Znowu wrócę do tematu modułu CDI. Zregenerować mogę na warsztacie stacja lutownicza i cały sprzęt jest, ale w drodze na trasie już średnio. Chciałbym mieć drugi moduł CDI na podmianę, jakby pierwszy zdecydował się skończyć akurat w podróży. Czy warto kupować używany oryginał na allegro? Czy zostaje tylko nówka z ASO 868zł? A może gdzieś indziej da się kupić nowy oryginalny?

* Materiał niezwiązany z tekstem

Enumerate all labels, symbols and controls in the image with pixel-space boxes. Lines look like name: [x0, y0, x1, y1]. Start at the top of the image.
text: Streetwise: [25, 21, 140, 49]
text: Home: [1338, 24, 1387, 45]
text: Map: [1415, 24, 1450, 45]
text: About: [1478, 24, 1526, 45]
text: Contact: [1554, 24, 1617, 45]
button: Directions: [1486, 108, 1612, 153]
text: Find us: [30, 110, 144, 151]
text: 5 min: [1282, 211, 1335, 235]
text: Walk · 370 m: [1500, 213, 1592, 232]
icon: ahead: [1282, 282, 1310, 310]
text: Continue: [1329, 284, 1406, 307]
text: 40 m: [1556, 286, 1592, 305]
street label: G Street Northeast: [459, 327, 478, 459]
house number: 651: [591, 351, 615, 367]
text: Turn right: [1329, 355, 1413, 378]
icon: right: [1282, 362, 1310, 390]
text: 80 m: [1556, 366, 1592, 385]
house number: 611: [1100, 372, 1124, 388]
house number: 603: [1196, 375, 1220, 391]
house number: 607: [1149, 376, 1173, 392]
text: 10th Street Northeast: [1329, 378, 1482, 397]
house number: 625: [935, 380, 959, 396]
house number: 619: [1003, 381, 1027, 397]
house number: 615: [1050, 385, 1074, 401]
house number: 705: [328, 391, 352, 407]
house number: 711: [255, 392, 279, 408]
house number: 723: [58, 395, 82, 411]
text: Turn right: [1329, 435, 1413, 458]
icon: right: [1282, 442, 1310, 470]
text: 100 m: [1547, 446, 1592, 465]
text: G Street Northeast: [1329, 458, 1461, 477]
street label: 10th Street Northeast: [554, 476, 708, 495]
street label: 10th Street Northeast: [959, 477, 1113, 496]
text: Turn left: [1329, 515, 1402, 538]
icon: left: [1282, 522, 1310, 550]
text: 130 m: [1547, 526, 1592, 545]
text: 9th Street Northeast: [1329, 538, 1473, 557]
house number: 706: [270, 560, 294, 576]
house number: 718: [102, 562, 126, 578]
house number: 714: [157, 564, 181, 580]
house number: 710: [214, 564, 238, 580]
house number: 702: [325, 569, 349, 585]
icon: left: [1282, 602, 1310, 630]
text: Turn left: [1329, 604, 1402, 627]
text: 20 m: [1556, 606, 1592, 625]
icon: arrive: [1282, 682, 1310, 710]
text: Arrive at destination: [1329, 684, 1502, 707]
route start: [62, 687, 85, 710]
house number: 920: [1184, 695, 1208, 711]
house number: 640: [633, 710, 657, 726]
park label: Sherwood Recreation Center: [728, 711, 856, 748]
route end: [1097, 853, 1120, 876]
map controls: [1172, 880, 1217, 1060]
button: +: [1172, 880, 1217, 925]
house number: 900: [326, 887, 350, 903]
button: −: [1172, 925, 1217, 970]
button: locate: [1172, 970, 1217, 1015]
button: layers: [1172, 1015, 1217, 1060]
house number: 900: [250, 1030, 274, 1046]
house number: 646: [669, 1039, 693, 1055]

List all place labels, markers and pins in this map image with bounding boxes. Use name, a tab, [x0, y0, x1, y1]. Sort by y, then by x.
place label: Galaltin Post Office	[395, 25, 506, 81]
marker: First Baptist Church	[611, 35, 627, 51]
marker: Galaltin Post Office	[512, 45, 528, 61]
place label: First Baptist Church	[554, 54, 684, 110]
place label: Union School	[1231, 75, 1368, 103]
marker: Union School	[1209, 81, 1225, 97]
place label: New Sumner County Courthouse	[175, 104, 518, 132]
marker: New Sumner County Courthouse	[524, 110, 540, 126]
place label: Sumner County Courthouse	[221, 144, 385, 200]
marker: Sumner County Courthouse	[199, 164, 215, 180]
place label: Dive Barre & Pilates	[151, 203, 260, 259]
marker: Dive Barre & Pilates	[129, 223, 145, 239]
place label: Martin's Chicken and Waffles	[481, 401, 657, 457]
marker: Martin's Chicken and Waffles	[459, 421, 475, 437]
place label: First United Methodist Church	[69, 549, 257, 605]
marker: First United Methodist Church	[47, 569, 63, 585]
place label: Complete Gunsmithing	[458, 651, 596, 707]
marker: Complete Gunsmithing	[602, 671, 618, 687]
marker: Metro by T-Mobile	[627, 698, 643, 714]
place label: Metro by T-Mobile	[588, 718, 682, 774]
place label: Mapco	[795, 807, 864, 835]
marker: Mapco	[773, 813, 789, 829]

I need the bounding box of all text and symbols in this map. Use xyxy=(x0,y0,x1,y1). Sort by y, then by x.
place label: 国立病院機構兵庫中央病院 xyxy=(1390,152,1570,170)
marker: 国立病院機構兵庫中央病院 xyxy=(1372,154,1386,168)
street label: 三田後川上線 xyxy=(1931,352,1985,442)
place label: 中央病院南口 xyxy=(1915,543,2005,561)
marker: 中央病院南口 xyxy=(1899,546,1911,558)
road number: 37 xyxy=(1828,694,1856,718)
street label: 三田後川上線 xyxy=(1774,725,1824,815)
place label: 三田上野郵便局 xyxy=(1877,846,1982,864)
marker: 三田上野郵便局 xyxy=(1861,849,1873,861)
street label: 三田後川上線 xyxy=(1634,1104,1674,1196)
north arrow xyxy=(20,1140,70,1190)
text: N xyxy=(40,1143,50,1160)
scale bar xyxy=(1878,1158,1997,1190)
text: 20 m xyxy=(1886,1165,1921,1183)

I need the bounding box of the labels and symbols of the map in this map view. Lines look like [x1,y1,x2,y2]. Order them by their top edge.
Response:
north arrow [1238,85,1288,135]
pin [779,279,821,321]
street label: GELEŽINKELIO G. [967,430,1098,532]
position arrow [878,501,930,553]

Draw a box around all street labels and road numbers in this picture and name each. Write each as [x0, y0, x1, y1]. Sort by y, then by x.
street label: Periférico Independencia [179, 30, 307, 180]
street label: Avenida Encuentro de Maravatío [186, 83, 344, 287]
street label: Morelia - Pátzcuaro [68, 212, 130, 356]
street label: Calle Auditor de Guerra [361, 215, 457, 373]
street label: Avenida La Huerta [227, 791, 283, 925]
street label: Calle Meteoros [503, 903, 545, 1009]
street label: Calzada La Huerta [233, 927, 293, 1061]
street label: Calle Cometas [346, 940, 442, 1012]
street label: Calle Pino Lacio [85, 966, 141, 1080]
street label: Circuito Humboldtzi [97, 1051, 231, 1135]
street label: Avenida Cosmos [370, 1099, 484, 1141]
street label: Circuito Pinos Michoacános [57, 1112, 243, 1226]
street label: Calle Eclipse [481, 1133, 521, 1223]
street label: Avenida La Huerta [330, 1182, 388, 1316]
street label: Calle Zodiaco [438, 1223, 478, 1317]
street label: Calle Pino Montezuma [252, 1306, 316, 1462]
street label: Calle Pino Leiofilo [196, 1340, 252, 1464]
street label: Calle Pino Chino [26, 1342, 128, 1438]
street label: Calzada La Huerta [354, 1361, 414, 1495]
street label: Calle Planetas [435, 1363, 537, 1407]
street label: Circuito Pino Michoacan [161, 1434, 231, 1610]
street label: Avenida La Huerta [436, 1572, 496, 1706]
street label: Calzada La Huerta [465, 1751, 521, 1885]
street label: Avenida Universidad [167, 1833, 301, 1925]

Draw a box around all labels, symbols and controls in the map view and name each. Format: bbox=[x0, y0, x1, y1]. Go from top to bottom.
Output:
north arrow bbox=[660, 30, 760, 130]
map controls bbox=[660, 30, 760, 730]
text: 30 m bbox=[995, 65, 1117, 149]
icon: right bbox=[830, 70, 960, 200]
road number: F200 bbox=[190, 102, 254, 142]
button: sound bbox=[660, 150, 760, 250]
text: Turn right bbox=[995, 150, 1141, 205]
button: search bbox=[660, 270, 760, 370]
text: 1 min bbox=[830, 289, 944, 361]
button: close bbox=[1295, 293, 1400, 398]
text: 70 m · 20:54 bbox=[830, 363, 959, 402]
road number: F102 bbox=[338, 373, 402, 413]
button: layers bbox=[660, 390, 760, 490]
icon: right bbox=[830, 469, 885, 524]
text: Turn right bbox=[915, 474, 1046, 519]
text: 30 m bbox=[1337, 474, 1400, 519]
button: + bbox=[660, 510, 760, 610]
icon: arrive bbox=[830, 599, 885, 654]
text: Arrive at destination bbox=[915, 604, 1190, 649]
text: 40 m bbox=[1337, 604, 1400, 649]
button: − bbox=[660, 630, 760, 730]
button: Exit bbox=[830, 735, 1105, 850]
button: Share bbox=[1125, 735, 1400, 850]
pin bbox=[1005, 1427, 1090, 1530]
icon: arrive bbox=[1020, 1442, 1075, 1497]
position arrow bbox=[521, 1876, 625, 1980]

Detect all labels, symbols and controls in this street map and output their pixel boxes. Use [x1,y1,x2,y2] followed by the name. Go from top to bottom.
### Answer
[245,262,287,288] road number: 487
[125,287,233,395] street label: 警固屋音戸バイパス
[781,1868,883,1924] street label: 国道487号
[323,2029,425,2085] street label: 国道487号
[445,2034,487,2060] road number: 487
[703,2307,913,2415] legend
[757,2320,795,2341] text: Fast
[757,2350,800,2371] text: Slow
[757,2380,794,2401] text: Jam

Zębatka przednia. W dominatorach chyba były różne wielokliny pod zębatką przednią. Jest gdzieś informacja w jakich rocznikach jakie? Do których roczników dominatorów pasują zębatki od KLR 650? A może w KLR 650 też były różne zębatki w różnych rocznikach? Olaboga... :shock:

Luzy zaworowe wydechowe w moim roczniku 97 mają być 0,10mm, ale w sumie skąd to wiadomo? W sieci jest dostępny tylko service manual do 88r... Chyba, że o czymś nie wiem? Da się gdzieś pobrać nowszą serwisówkę?
Franz - 2019-02-24, 12:45
:
Moduł z firmy Shendingen. Kupisz na Ebay za 136 euro do Dominatora. Jest to oryginał bez opakowania Hondy
Znając Twój rocznik motocykla podałem Ci
właściwą zebatke od Klr 650. Możesz kupić
np z rocznika 2000. Kupiłem w Gmoto
Zaletą zebatki klr nad xr650R jest to, że nie trzeba
jej szlifowac. Xr jest ciut za szeroka i nie mieści się
Zabezpieczenie. KLR JEST w sam raz.
W Twoim przypadku stosować olej tylko pełny syntetyk
- dużo odporniejszy na przegrzanie i lepiej ochroni silnik
Dodam - mam wskaźnik temperatury oleju
Będąc w ubiegłym roku w Albanii, jazda asfaltem
Cały czas pod górę temp. oleju dochodziła w pewnych
momentach do 150 " C . Nigdy nie zdarzyło mi się tak zagrzac
U nas. Byłem solo i miałem obciążenie tylko
w jednym worku 50 L. W zimie założyłem chłodnice oleju

Za 10 tys miałbyś takiego Trampka, że ho ho
Nie bierze oleju, nie grzeje się, wymiana oliwy co 12 tys
Regulacja zaworów co 24 tys.
Ps.mam jedno i drugie a wcześniej wiele innych i dlatego
Uważam że Domino jrst ok na średnie dystanse i solo
Lub chcemy zobaczyć trochę więcej niż z cięższego
motocykla

W wcześniejszym poście podając gsa była lekka szydera
Myślałem że jest widoczna...

W swoim Xrl mam podane luzy 0.10/ 0.12 plus minus 0.2
Silnik Domina z tego rocznika nie różnił się od xlr
Oba były z Japonii.
Uważam, że zastosowanie chłodnicy wg.Twojego pomysłu to bardzo
Zły pomysł. Będzie podatna na uszkodzenie
Właściwe zdarzają się często na Olx z XR 600. Z reguły 200 zl

Pytanie, dlaczego nie używany zbiornik acerbisa 23 l. Zdarzają się na rynku wtórnym i nie kosztują
Czasem nawet połowy nowego. Zbiornika acerbis się nie maluje. Farba się odparzy. Nie nakleja naklejek
Z tego samego powodu.

Trampek 600, Xtz 660 , Mz Baghira, czy nawet Xt 600 / Dr 650 se
dario9z - 2019-02-25, 09:00
:
Franz, założyłeś chłodnicę z XR600? A czy np z Suzuki dr 650 byłaby dobra, bo dużo tego i w niskich cenach? Ewentualnie co by się sprawdziło do 200 zł?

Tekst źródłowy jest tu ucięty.